EXERCISE INSTRUCTIONS: The first line of the entries is where the copy starts and the line with "const stream = new" is where it ends; set down each line exactly, both ends included, and drop pictures.

Dataset excerpts:
────
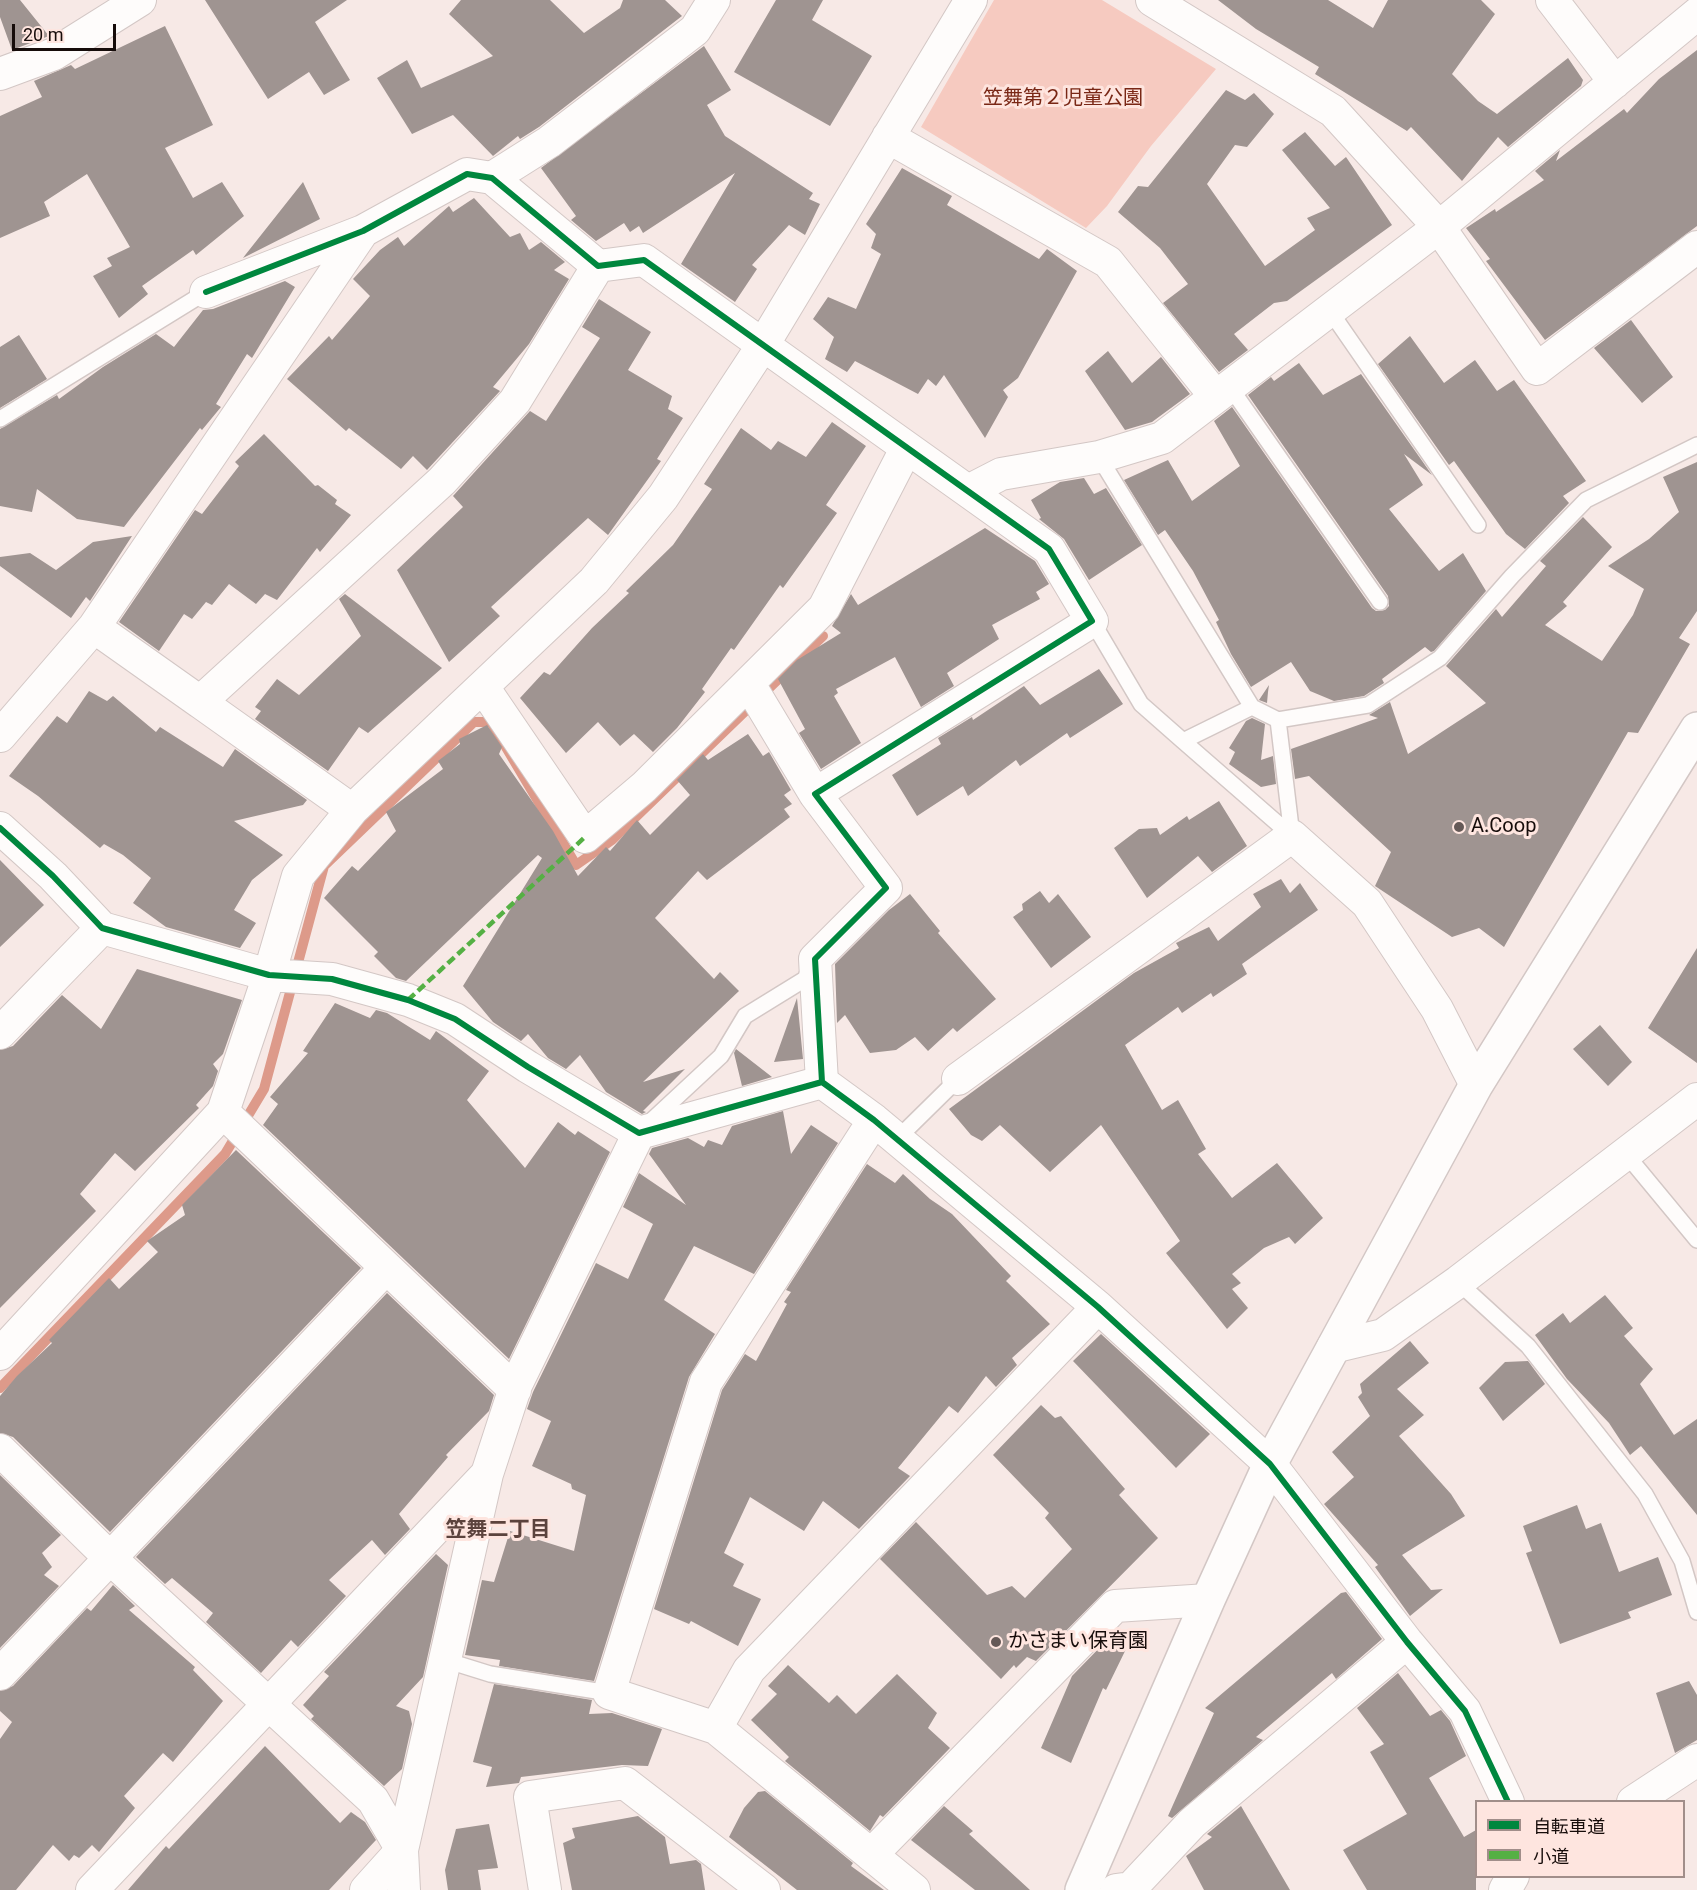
<!DOCTYPE html>
<meta charset="utf-8">
<style>
body{margin:0}
#map{position:relative;width:1697px;height:1890px;overflow:hidden;background:#f7e9e6;font-family:Roboto,"Noto Sans JP",sans-serif}
canvas{display:block}
.legend{position:absolute;left:1475px;top:1800px;width:210px;height:78px;box-sizing:border-box;background:#fee5df;border:2px solid #a18e8a;margin:0;padding:8px 10px;list-style:none;font-size:18px;color:#160c0a}
.legend li{display:flex;align-items:center;gap:12px;height:30px}
.legend b{width:30px;border:2px solid #a18e8a}
.scale{position:absolute;left:12px;top:24px;width:104px;height:27px;box-sizing:border-box;border:3px solid #160c0a;border-top:0;padding-left:8px;font-size:18px;line-height:21px;white-space:nowrap;color:#160c0a;-webkit-text-stroke:4px #fee5df;paint-order:stroke}
</style>
<div id="map">
<canvas width="1697" height="1890"></canvas>
<ul class="legend">
<li><b style="height:8px;background:#00873e"></b>自転車道</li>
<li><b style="height:8px;background:#55b044"></b>小道</li>
</ul>
<div class="scale">20 m</div>
</div>
<script>
const ctx = document.querySelector('canvas').getContext('2d');
ctx.lineJoin = 'round';
function fillPath(path, color) {
  ctx.fillStyle = color;
  ctx.fill(path, 'evenodd');
}
function stroke(path, color, width, dash) {
  ctx.strokeStyle = color;
  ctx.lineWidth = width;
  ctx.lineCap = dash ? 'butt' : 'round';
  ctx.setLineDash(dash || []);
  ctx.stroke(path);
}
function write(font, color, halo, rows, align = 'center') {
  ctx.font = font + ' Roboto,"Noto Sans JP",sans-serif';
  ctx.lineWidth = 6;
  ctx.setLineDash([]);
  ctx.textBaseline = 'middle';
  ctx.strokeStyle = halo;
  ctx.fillStyle = color;
  for (const [text, x, y, turn = 0] of rows) {
    ctx.save();
    ctx.translate(x, y);
    ctx.rotate((+turn || 0) * Math.PI / 180);
    ctx.textAlign = isNaN(turn) ? turn : align;
    if (halo) ctx.strokeText(text, 0, 0);
    ctx.fillText(text, 0, 0);
    ctx.restore();
  }
}
const green = new Path2D(`
 M994,0H1102L1216,69L1151,146L1107,206L1086,228L921,127Z`);
const stream = new Path2D(`
 M0,1388L225,1154L264,1089L324,866L474,722H491L576,865L612,840L823,636`);
const building = new Path2D(`
 M0,0H20L49,36L12,50L0,17Z
 M205,0H347L315,22L350,80L324,95L309,72L268,99Z
 M461,0H550L584,33L620,8L623,0H665L682,16L539,127L520,139L518,136L493,156L453,115L412,134L377,78L407,60L421,88L493,56L449,14Z
 M776,0H823L812,20L872,56L830,126L734,72Z
 M1218,0H1328L1373,28L1388,0H1481L1495,14L1452,74L1478,101L1497,114L1568,58L1583,80L1581,86L1508,147L1498,137L1462,181L1411,127L1407,131L1315,74L1319,67L1256,29Z
 M165,26L213,125L165,148L193,198L222,182L244,216L196,255L193,250L142,286L148,294L119,318L93,276L112,266L107,258L130,247L87,174L44,202L50,216L0,238V116L42,97L34,81L71,65L75,69Z
 M704,46L731,90L707,105L725,136L813,193L809,199L820,204L805,235L789,225L752,265L757,269L735,302L681,264L735,173L643,233L639,226L630,232L624,223L596,241L571,220L576,216L541,168Z
 M1697,50V226L1545,340L1486,261L1490,259L1466,228L1495,209L1496,212L1544,180L1535,171L1560,150L1556,161L1624,109L1627,113L1659,79Z
 M1226,90L1245,100L1254,93L1274,114L1247,147L1235,145L1207,184L1265,266L1315,230L1307,218L1330,208L1282,150L1305,132L1335,166L1346,157L1392,225L1287,301L1274,303L1234,334L1248,350L1219,372L1163,303L1188,284L1160,248L1118,212L1138,186L1148,187Z
 M902,168L952,196L947,205L1039,259L1047,249L1077,271L1018,378L1003,390L1008,397L985,438L944,375L936,386L928,379L918,394L855,361L847,372L825,359L834,337L813,319L828,297L856,309L881,254L871,248L876,234L866,224Z
 M303,182L320,219L243,258L246,254Z
 M474,198L510,237L520,233L529,250L541,242L565,262L554,270L569,279L529,344L493,387L500,391L427,470L413,456L401,469L349,428L346,431L287,379L329,336L332,340L370,296L353,279L380,250L398,237L404,246L449,206L453,212Z
 M285,281L295,287L252,358L247,354L216,404L221,407L202,430L200,428L124,527L77,519L37,489L32,512L0,506V429L57,395L59,399L103,367L156,334L174,347L203,310L213,309Z
 M599,299L651,332L628,370L672,396L668,409L683,418L657,459L661,461L608,535L588,518L491,607L500,616L449,662L397,570L463,507L453,496L530,411L546,421L600,338L582,327Z
 M1631,320L1673,377L1642,403L1594,348Z
 M19,335L47,379L0,408V347Z
 M1410,336L1444,383L1475,360L1497,391L1514,380L1586,481L1563,496L1569,503L1525,549L1506,534L1454,461L1449,465L1378,364Z
 M1108,351L1132,383L1161,357L1190,394L1152,422L1125,430L1085,371Z
 M1299,363L1323,395L1361,374L1432,475L1404,454L1423,485L1389,509L1439,571L1463,553L1486,591L1434,651L1431,652L1425,647L1382,679L1384,683L1364,696L1334,701L1310,691L1291,662L1251,687L1231,654L1216,622L1219,620L1193,571L1165,530L1158,535L1124,480L1168,460L1192,501L1240,466L1214,421L1232,407L1372,608L1376,611L1385,610L1389,606L1388,596L1248,395L1271,377L1274,381Z
 M832,422L866,446L826,505L837,513L783,588L780,585L734,650L731,648L702,689L705,692L677,728L653,752L634,734L620,746L598,722L566,753L520,698L544,672L550,675L592,628L629,593L626,591L673,545L712,489L704,484L741,428L771,450L778,441L806,457Z
 M264,434L315,486L318,485L337,500L335,504L351,515L320,552L317,548L277,600L265,594L256,604L229,584L212,605L206,602L192,619L184,614L159,651L119,622L195,510L202,514L239,466L235,462Z
 M1697,462V611L1679,638L1690,644L1638,733L1628,732L1504,947L1479,928L1452,937L1375,886L1391,852L1309,776L1295,779L1291,749L1378,718L1369,715L1390,702L1408,754L1486,703L1446,666L1496,609L1502,617L1546,566L1540,561L1583,517L1612,547L1563,602L1567,606L1545,625L1602,661L1633,615L1644,589L1608,566L1649,539L1679,512L1663,477Z
 M1084,478L1094,494L1106,488L1142,545L1089,580L1064,539L1039,519L1041,518L1031,500L1060,482Z
 M985,528L1035,561L1049,584L1036,592L1040,599L992,625L999,639L947,673L954,686L921,707L895,657L836,689L838,693L834,696L861,743L821,769L799,733L805,729L778,679L797,660L841,633L832,626L851,594L858,605Z
 M132,536L90,601L86,597L71,618L0,566V557L30,553L56,570L93,542Z
 M345,594L442,668L368,733L359,727L328,771L255,719L261,711L255,707L277,679L299,695L361,636L339,599Z
 M1099,669L1123,704L1070,738L1067,733L1020,766L1016,760L968,796L963,786L917,816L892,775L941,744L938,738L972,717L973,720L1024,686L1040,705Z
 M1269,685L1268,692L1267,703L1259,700Z
 M89,691L107,701L113,696L156,732L160,727L223,767L235,749L307,800L303,805L234,821L283,855L252,880L234,910L256,923L240,948L166,927L133,903L151,878L123,855L104,844L100,848L38,796L9,776L57,716L67,723Z
 M1252,718L1265,724L1261,760L1273,756L1276,784L1261,787L1229,764L1235,752L1229,748L1246,721Z
 M487,725L502,747L499,754L553,831L578,876L606,847L610,851L637,820L650,835L690,795L677,780L703,754L708,760L748,734L763,756L769,752L791,790L784,795L792,804L784,809L790,817L707,880L698,871L655,918L714,979L720,972L739,991L643,1082L685,1069L643,1111L646,1112L642,1114L606,1092L580,1055L566,1069L548,1058L528,1034L521,1041L493,1022L463,986L542,858L538,855L406,981L396,978L374,956L378,952L324,898L352,866L358,871L396,831L386,812L443,769L438,761L460,744L459,739Z
 M1219,801L1247,846L1212,872L1198,856L1147,898L1114,848L1139,829L1157,828L1160,835L1187,816L1189,820Z
 M0,860L44,905L0,947Z
 M1281,879L1290,893L1300,883L1318,910L1242,964L1247,974L1213,997L1211,993L1182,1013L1178,1007L1125,1045L1162,1110L1178,1100L1206,1149L1198,1154L1232,1198L1277,1163L1323,1218L1295,1244L1289,1237L1264,1248L1232,1274L1241,1283L1232,1289L1248,1308L1227,1329L1166,1253L1180,1241L1101,1125L1050,1172L1000,1125L982,1141L971,1135L949,1109L1134,973L1179,948L1176,943L1209,927L1218,941L1261,907L1253,894Z
 M1040,891L1049,903L1058,894L1091,937L1051,968L1013,917L1023,910L1022,904Z
 M910,894L940,931L938,933L996,999L957,1032L953,1028L928,1051L915,1037L896,1050L870,1053L845,1015L837,1023L835,964L889,910Z
 M1697,948V1063L1648,1028Z
 M137,969L242,1000L223,1054L213,1064L218,1071L213,1086L196,1105L199,1108L135,1171L115,1153L80,1194L96,1211L0,1308V1050L13,1046L62,995L101,1029Z
 M797,998L803,1059L774,1062Z
 M335,1003L370,1018L376,1010L387,1013L430,1040L436,1031L489,1071L467,1100L525,1168L558,1122L575,1135L578,1131L610,1152L509,1359L263,1125L278,1104L270,1097L308,1053L303,1051Z
 M1600,1025L1632,1062L1608,1086L1573,1049Z
 M736,1049L772,1077L742,1086L734,1053Z
 M783,1111L791,1154L811,1125L838,1143L754,1274L694,1246L664,1300L715,1334L689,1377L594,1681L499,1666L500,1660L465,1655L482,1580L494,1582L510,1531L574,1551L586,1495L572,1489L571,1484L532,1466L551,1421L527,1409L533,1392L596,1263L628,1279L653,1224L623,1207L639,1173L686,1205L649,1154L652,1148L688,1138L704,1147L708,1140L722,1145L732,1126Z
 M236,1150L361,1268L110,1532L13,1437L0,1433V1396L17,1376L52,1343L49,1340L109,1278L119,1289L158,1252L147,1241L185,1215L182,1205Z
 M867,1164L895,1183L903,1174L930,1199L952,1214L1011,1276L1006,1281L1050,1324L1012,1358L1017,1365L996,1387L986,1376L958,1413L949,1406L898,1468L910,1476L859,1529L823,1501L804,1531L750,1497L724,1553L744,1564L733,1586L761,1599L738,1646L691,1621L689,1624L654,1609L722,1390L745,1354L756,1361L787,1304L784,1302L791,1292L786,1290Z
 M387,1293L494,1395L489,1411L446,1455L448,1457L399,1514L410,1529L385,1555L372,1540L329,1580L346,1596L298,1647L291,1640L261,1673L206,1622L213,1613L172,1578L165,1584L136,1557Z
 M1605,1295L1633,1328L1624,1336L1653,1369L1640,1384L1674,1435L1697,1419V1515L1641,1446L1630,1455L1609,1423L1567,1379L1535,1335L1563,1313L1570,1323Z
 M1101,1334L1210,1434L1176,1468L1073,1361Z
 M1410,1341L1429,1363L1397,1389L1424,1415L1399,1436L1451,1494L1465,1516L1402,1555L1431,1590L1443,1589L1410,1616L1375,1567L1378,1565L1324,1504L1354,1477L1332,1452L1370,1416L1358,1397L1362,1393L1360,1384Z
 M1528,1361L1545,1384L1503,1421L1479,1388L1505,1362Z
 M1041,1405L1055,1418L1061,1416L1125,1489L1119,1495L1158,1538L1036,1661L1027,1657L1016,1668L1014,1665L1001,1679L880,1559L916,1522L987,1595L1012,1586L1025,1598L1072,1549L1045,1518L1049,1513L993,1455Z
 M0,1475L61,1535L42,1553L52,1567L44,1575L59,1586L0,1648Z
 M1577,1505L1586,1529L1601,1523L1619,1572L1658,1557L1672,1595L1628,1612L1631,1618L1560,1644L1526,1553L1532,1551L1523,1526Z
 M436,1554L448,1565L423,1677L396,1706L409,1711L412,1724L402,1769L384,1786L311,1719L314,1716L303,1705L329,1676L324,1672Z
 M113,1585L135,1606L129,1610L195,1667L193,1670L223,1701L173,1762L163,1753L124,1796L135,1808L99,1852L92,1845L79,1858L74,1855L69,1861L53,1845L16,1890H0V1739L12,1722L0,1711V1691L13,1686L87,1608L91,1611Z
 M1346,1592L1382,1639L1336,1679L1332,1673L1256,1737L1263,1740L1172,1818L1168,1816L1214,1713L1205,1708L1341,1593Z
 M1107,1640L1127,1647L1106,1690L1103,1688L1071,1763L1041,1748L1072,1676Z
 M788,1665L829,1703L837,1695L856,1714L897,1674L937,1713L928,1728L950,1748L883,1817L880,1815L870,1831L785,1761L789,1757L751,1720L777,1694L768,1686Z
 M1398,1673L1430,1716L1441,1710L1450,1721L1466,1756L1429,1778L1464,1837L1476,1830V1890H1367L1343,1850L1407,1814L1370,1752L1384,1744L1357,1708Z
 M1689,1681L1697,1695V1740L1675,1753L1656,1693Z
 M494,1684L592,1700L589,1714L612,1713L662,1729L648,1766L622,1765L521,1777L519,1783L486,1787L492,1767L473,1762Z
 M265,1746L340,1823L351,1812L365,1822L376,1840L329,1890H128L166,1846L169,1849Z
 M765,1791L853,1863L851,1866L884,1890H797L729,1837L744,1808L758,1792Z
 M944,1806L973,1831L969,1834L1030,1890H975L911,1840Z
 M1241,1806L1290,1890H1204L1186,1856L1212,1837L1207,1834Z
 M638,1816L665,1837L670,1864L696,1860L701,1864L705,1890H572L563,1843L575,1838L572,1828Z
 M489,1824L498,1868L478,1870L481,1890H448L445,1870L456,1829Z`);
const service = new Path2D(`
 M1330,311L1478,525
 M1230,387L1380,602
 M0,419L206,292
 M1099,457L1252,707L1278,720L1368,705L1440,658L1512,576L1586,500L1697,445
 M1092,621L1141,704L1183,741L1252,707
 M1278,720L1292,836
 M1183,741L1292,836
 M650,1122L721,1056L745,1016L805,979L811,966
 M897,1139L958,1079
 M1625,1153L1697,1240
 M1458,1282L1528,1346L1645,1494L1682,1561L1697,1612
 M445,1660L490,1674L609,1693`);
const minor = new Path2D(`
 M1152,0L1333,111L1439,227L1537,369L1697,247
 M1552,0L1615,82
 M0,74L54,54L140,0
 M888,137L1108,262L1216,397
 M492,178L549,142L695,30L714,0
 M206,292L363,231L467,174L492,178L598,266L644,260L1049,549L1092,621L815,794L886,888L815,959L822,1082
 M968,491L1001,474L1099,457L1162,438L1439,227L1697,14
 M94,627L200,702
 M749,684L815,794
 M483,687L585,837L644,787L824,608L906,449
 M0,736L94,627L363,231
 M352,810L200,702L442,481L515,401L598,266
 M0,828L53,876L102,928L269,975L332,979L408,1000L455,1019L528,1067L639,1133L822,1082L874,1120L1098,1307L1270,1464L1407,1642L1465,1711L1508,1802
 M0,1033L102,928
 M958,1079L1292,836L1367,903L1437,1009L1476,1085
 M223,1112L515,1390
 M1333,1347L1383,1335L1458,1282L1697,1099
 M0,1354L223,1112L269,975L298,876L352,810L594,581L663,497L763,345L971,0
 M0,1450L111,1559L373,1800L402,1850
 M0,1674L386,1268
 M716,1728L609,1693L706,1382L874,1120
 M1633,1802L1697,1760
 M871,1855L1115,1606L1208,1600
 M92,1890L487,1474
 M366,1890L402,1850
 M404,1890L402,1850L487,1474L516,1385L639,1133
 M545,1890L530,1797L625,1783L764,1890
 M914,1890L716,1728L749,1670L1098,1307
 M1116,1890L1131,1888L1192,1823L1407,1642
 M1505,1890L1513,1876`);
const tertiary = new Path2D(`
 M1082,1890L1208,1600L1270,1464L1476,1085L1697,729`);
const quiet = new Path2D(`
 M408,1000L585,837`);
const cycleway = new Path2D(`
 M206,292L363,231L467,174L492,178L598,266L644,260L1049,549L1092,621L815,794L886,888L815,959L822,1082
 M0,828L53,876L102,928L269,975L332,979L408,1000L455,1019L528,1067L639,1133L822,1082L874,1120L1098,1307L1270,1464L1407,1642L1465,1711L1508,1802`);
const markers = [
 [1459,827,6,"#655957"],
 [996,1642,6,"#655957"]
];
const parkNames = [
 ["笠舞第２児童公園",1063,99]
];
const poiNames = [
 ["A.Coop",1471,827],
 ["かさまい保育園",1008,1642]
];
const neighbourhoodNames = [
 ["笠舞二丁目",498,1531]
];
fillPath(green, '#f6cac0');
stroke(stream, '#dd9a8a', 10);
fillPath(building, '#9f9491');
stroke(service, '#d3c7c5', 18);
stroke(minor, '#d3c7c5', 34);
stroke(tertiary, '#d3c7c5', 36);
stroke(service, '#fefcfb', 15);
stroke(minor, '#fefcfb', 32);
stroke(tertiary, '#fefcfb', 33);
stroke(quiet, '#55b044', 4.5, [9, 4.5]);
stroke(cycleway, '#00873e', 6);
for (const [x, y, r, color] of markers) {
  const dot = new Path2D();
  dot.arc(x, y, r, 0, 2 * Math.PI);
  ctx.fillStyle = color;
  ctx.fill(dot);
  stroke(dot, '#fee5df', 2);
}
write('20px', '#792715', '#fee5df', parkNames);
write('20px', '#160c0a', '#fee5df', poiNames, 'left');
write('bold 21px', '#5c433d', '#fee5df', neighbourhoodNames);
</script>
────
FINISHED EXERCISE:
<!DOCTYPE html>
<meta charset="utf-8">
<style>
body{margin:0}
#map{position:relative;width:1697px;height:1890px;overflow:hidden;background:#f7e9e6;font-family:Roboto,"Noto Sans JP",sans-serif}
canvas{display:block}
.legend{position:absolute;left:1475px;top:1800px;width:210px;height:78px;box-sizing:border-box;background:#fee5df;border:2px solid #a18e8a;margin:0;padding:8px 10px;list-style:none;font-size:18px;color:#160c0a}
.legend li{display:flex;align-items:center;gap:12px;height:30px}
.legend b{width:30px;border:2px solid #a18e8a}
.scale{position:absolute;left:12px;top:24px;width:104px;height:27px;box-sizing:border-box;border:3px solid #160c0a;border-top:0;padding-left:8px;font-size:18px;line-height:21px;white-space:nowrap;color:#160c0a;-webkit-text-stroke:4px #fee5df;paint-order:stroke}
</style>
<div id="map">
<canvas width="1697" height="1890"></canvas>
<ul class="legend">
<li><b style="height:8px;background:#00873e"></b>自転車道</li>
<li><b style="height:8px;background:#55b044"></b>小道</li>
</ul>
<div class="scale">20 m</div>
</div>
<script>
const ctx = document.querySelector('canvas').getContext('2d');
ctx.lineJoin = 'round';
function fillPath(path, color) {
  ctx.fillStyle = color;
  ctx.fill(path, 'evenodd');
}
function stroke(path, color, width, dash) {
  ctx.strokeStyle = color;
  ctx.lineWidth = width;
  ctx.lineCap = dash ? 'butt' : 'round';
  ctx.setLineDash(dash || []);
  ctx.stroke(path);
}
function write(font, color, halo, rows, align = 'center') {
  ctx.font = font + ' Roboto,"Noto Sans JP",sans-serif';
  ctx.lineWidth = 6;
  ctx.setLineDash([]);
  ctx.textBaseline = 'middle';
  ctx.strokeStyle = halo;
  ctx.fillStyle = color;
  for (const [text, x, y, turn = 0] of rows) {
    ctx.save();
    ctx.translate(x, y);
    ctx.rotate((+turn || 0) * Math.PI / 180);
    ctx.textAlign = isNaN(turn) ? turn : align;
    if (halo) ctx.strokeText(text, 0, 0);
    ctx.fillText(text, 0, 0);
    ctx.restore();
  }
}
const green = new Path2D(`
 M994,0H1102L1216,69L1151,146L1107,206L1086,228L921,127Z`);
const stream = new Path2D(`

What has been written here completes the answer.